Coinfection with SARS-CoV-2 and other viruses and bacteria has recently become increasingly recognized as a clinical concept, the outlines of their interactions however are consequently only recently emerging.

In the analyses presented herein, EBV, HSV1, H1N1, Streptococcus pneumoniae, Pseudomonas aeruginosa and Staphylococcus aureus were identified as potential copathogens in a data-driven manner, denoted by overlapping gene signatures, induced by SARS-CoV-2 infection. (Table 1; Genes comprising each signature are available from DOI: 10.17632/m4zdf3mg8c.1 and Supplementary Files 1).

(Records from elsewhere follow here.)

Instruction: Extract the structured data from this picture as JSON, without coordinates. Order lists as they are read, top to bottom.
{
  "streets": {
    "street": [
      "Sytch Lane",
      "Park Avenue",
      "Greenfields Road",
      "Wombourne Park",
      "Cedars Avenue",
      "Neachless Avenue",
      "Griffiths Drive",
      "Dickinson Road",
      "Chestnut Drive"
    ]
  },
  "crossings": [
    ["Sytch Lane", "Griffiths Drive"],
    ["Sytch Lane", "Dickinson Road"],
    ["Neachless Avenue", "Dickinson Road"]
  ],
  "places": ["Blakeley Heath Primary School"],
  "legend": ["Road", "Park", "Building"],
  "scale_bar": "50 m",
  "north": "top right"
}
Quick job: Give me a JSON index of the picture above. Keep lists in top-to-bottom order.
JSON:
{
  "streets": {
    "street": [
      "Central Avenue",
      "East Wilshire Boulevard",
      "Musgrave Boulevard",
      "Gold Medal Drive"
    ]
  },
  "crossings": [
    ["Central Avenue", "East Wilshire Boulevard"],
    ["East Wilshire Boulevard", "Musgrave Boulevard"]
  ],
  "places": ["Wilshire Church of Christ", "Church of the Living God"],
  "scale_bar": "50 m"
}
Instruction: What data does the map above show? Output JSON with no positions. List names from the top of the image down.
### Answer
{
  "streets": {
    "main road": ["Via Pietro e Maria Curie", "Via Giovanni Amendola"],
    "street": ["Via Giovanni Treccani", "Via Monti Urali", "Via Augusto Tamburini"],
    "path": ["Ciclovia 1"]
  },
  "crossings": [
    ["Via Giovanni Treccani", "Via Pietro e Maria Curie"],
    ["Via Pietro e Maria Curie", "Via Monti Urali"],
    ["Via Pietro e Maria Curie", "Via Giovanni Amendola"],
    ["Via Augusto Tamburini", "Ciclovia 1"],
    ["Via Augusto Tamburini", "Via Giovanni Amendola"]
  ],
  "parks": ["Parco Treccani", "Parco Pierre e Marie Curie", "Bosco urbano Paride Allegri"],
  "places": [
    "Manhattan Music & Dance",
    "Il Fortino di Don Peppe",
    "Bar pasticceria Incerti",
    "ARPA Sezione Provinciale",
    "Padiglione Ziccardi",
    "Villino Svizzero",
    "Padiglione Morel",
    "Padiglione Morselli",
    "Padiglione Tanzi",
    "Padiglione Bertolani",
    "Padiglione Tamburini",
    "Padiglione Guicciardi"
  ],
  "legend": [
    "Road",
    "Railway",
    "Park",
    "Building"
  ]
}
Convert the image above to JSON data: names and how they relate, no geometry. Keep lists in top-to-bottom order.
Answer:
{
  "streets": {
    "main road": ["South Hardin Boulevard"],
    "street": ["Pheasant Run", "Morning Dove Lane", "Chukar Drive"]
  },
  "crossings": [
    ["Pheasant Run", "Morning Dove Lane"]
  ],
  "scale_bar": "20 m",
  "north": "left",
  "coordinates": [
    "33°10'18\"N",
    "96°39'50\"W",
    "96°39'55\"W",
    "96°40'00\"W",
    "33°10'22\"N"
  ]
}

Collectively, these pathogens were identified as COVID-19 coinfections in several previously mentioned meta-analyses and cohorts,(Zhu et al., 2020; Massey et al., 2020; Lai et al., 2020) with S.Aureus and EBV being significantly higher in the SARS-CoV-2+ vs. the SARS-CoV-2- group in one of the largest cohorts in the literature (n1 = 12,075 total tested patients; n2 = 1690 SARS-CoV-2 positive patients).(Massey et al., 2020)

Currently, there are limited evidence on SARS-CoV-2's mechanistic interactions with each of these pathogens.(Lai et al., 2020) In the case of Herpesviridae, aside from well characterized syndromes such as a case of EBV-associated lymphoproliferative syndrome complicated with COVID-19,(Hu et al., 2020) it is likely that indolent EBV and HSV1 infections may be conceptually underdiagnosed in the setting of laboratory confirmed COVID-19.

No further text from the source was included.